Exercise description:
Take the data below and write it out exactly, except for the pictures.

Stored data entries
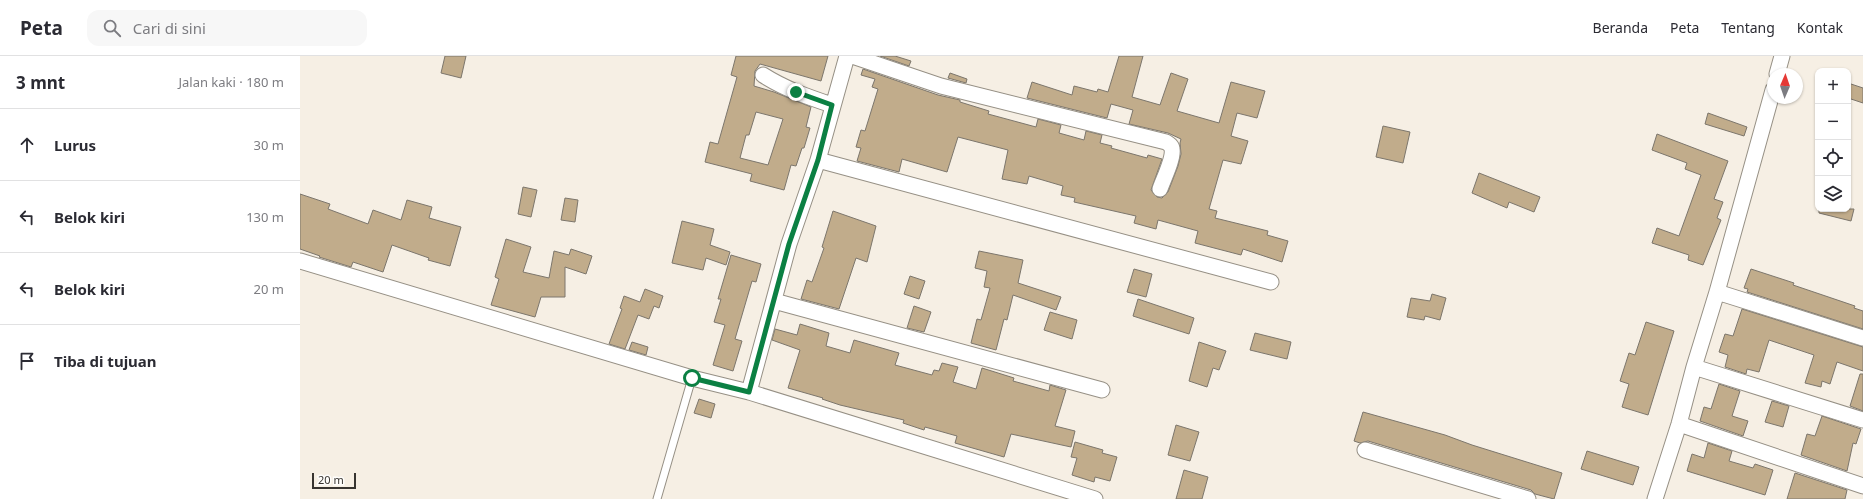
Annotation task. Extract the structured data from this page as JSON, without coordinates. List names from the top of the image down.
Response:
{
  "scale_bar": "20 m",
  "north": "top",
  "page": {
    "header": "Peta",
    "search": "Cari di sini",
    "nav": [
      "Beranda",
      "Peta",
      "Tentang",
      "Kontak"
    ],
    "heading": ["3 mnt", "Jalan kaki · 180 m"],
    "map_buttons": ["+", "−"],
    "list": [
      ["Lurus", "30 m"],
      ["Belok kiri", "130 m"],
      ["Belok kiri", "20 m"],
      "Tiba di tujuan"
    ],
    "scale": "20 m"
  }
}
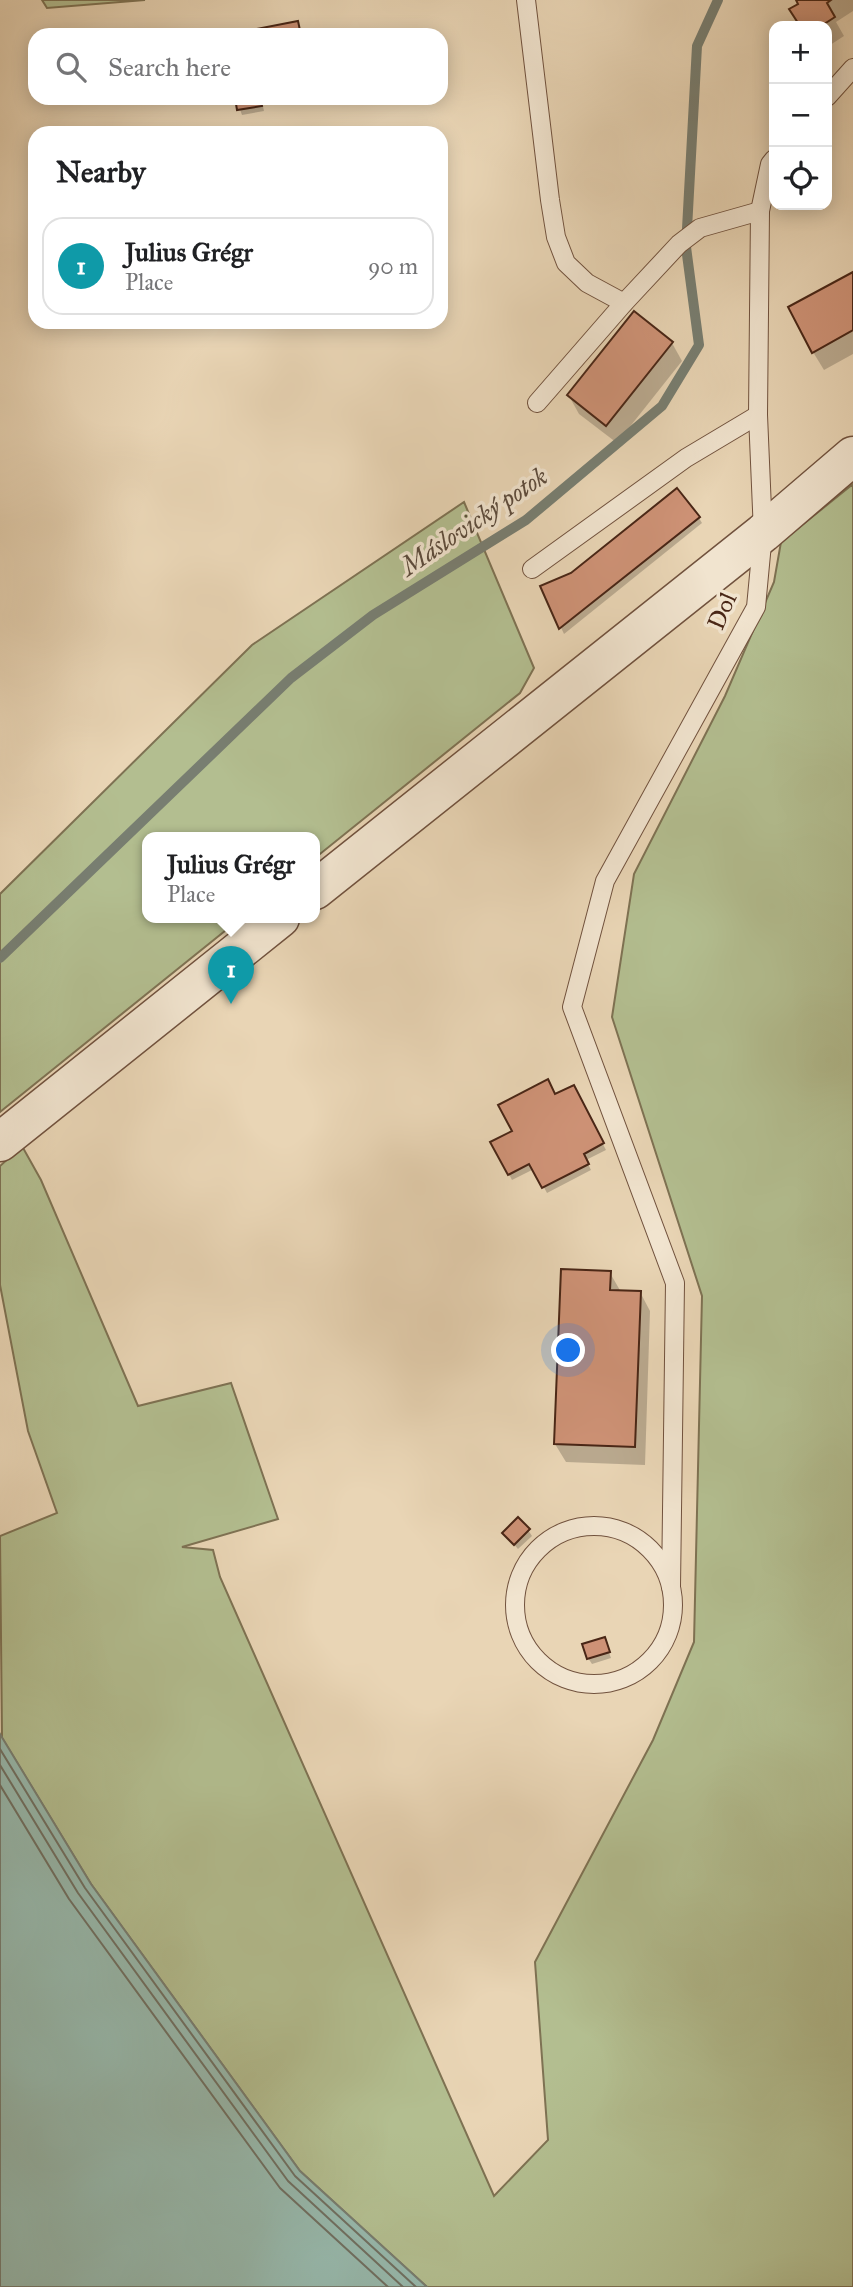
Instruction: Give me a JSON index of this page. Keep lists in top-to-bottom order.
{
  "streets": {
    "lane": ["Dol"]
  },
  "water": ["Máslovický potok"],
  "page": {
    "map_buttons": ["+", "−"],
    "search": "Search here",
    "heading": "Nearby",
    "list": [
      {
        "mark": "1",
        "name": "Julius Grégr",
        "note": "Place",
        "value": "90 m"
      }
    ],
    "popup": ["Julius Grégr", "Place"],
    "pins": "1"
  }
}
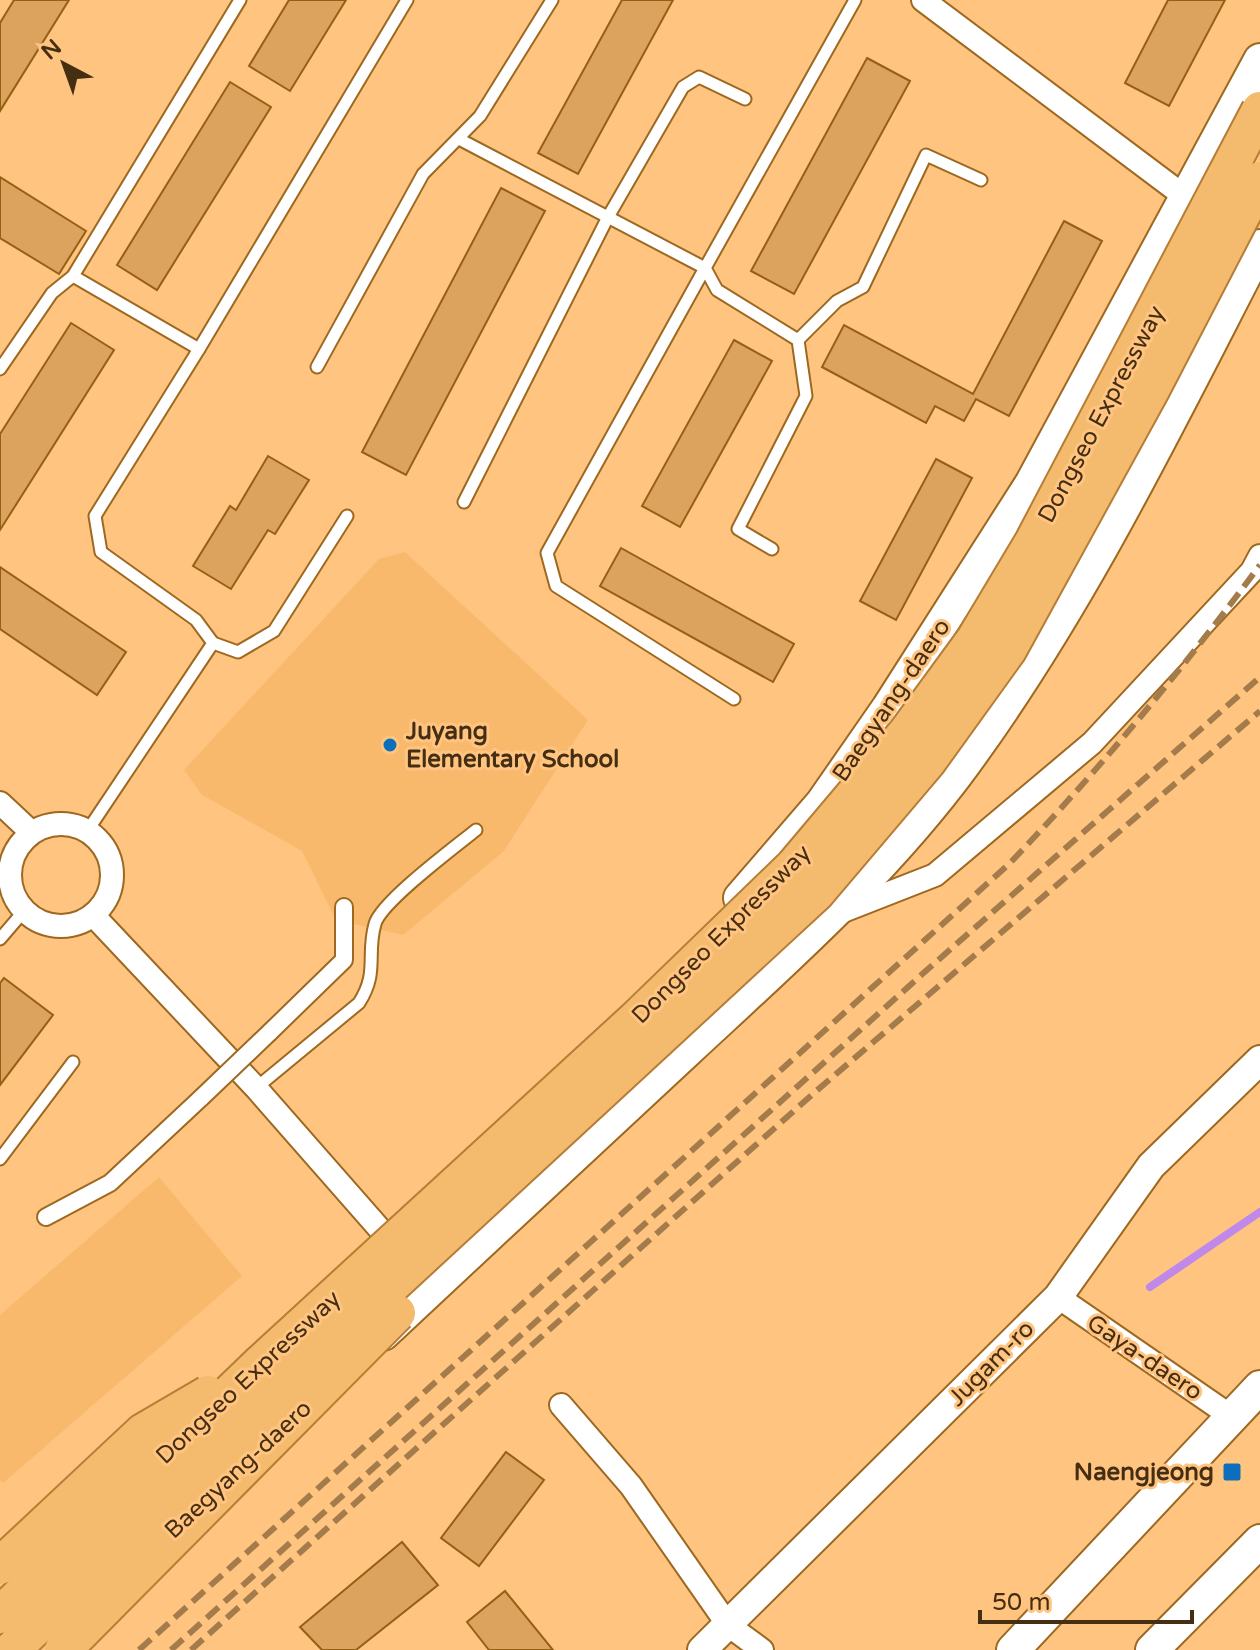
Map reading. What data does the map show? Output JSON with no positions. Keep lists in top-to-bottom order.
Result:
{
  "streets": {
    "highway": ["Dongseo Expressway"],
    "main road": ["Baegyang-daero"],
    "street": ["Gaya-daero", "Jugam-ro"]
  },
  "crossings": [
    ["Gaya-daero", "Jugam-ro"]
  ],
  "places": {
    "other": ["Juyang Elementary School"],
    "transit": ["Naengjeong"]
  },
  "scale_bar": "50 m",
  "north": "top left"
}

Solved problem:
Annotation task. Extract the structured data from this page as JSON, without coordinates. List names from the top of the image down.
Response:
{
  "scale_bar": "20 m",
  "north": "top",
  "page": {
    "header": "Peta",
    "search": "Cari di sini",
    "nav": [
      "Beranda",
      "Peta",
      "Tentang",
      "Kontak"
    ],
    "heading": ["3 mnt", "Jalan kaki · 180 m"],
    "map_buttons": ["+", "−"],
    "list": [
      ["Lurus", "30 m"],
      ["Belok kiri", "130 m"],
      ["Belok kiri", "20 m"],
      "Tiba di tujuan"
    ],
    "scale": "20 m"
  }
}
Instruction: Give me a JSON index of this page. Keep lists in top-to-bottom order.
{
  "streets": {
    "lane": ["Dol"]
  },
  "water": ["Máslovický potok"],
  "page": {
    "map_buttons": ["+", "−"],
    "search": "Search here",
    "heading": "Nearby",
    "list": [
      {
        "mark": "1",
        "name": "Julius Grégr",
        "note": "Place",
        "value": "90 m"
      }
    ],
    "popup": ["Julius Grégr", "Place"],
    "pins": "1"
  }
}
Map reading. What data does the map show? Output JSON with no positions. Keep lists in top-to-bottom order.
Result:
{
  "streets": {
    "highway": ["Dongseo Expressway"],
    "main road": ["Baegyang-daero"],
    "street": ["Gaya-daero", "Jugam-ro"]
  },
  "crossings": [
    ["Gaya-daero", "Jugam-ro"]
  ],
  "places": {
    "other": ["Juyang Elementary School"],
    "transit": ["Naengjeong"]
  },
  "scale_bar": "50 m",
  "north": "top left"
}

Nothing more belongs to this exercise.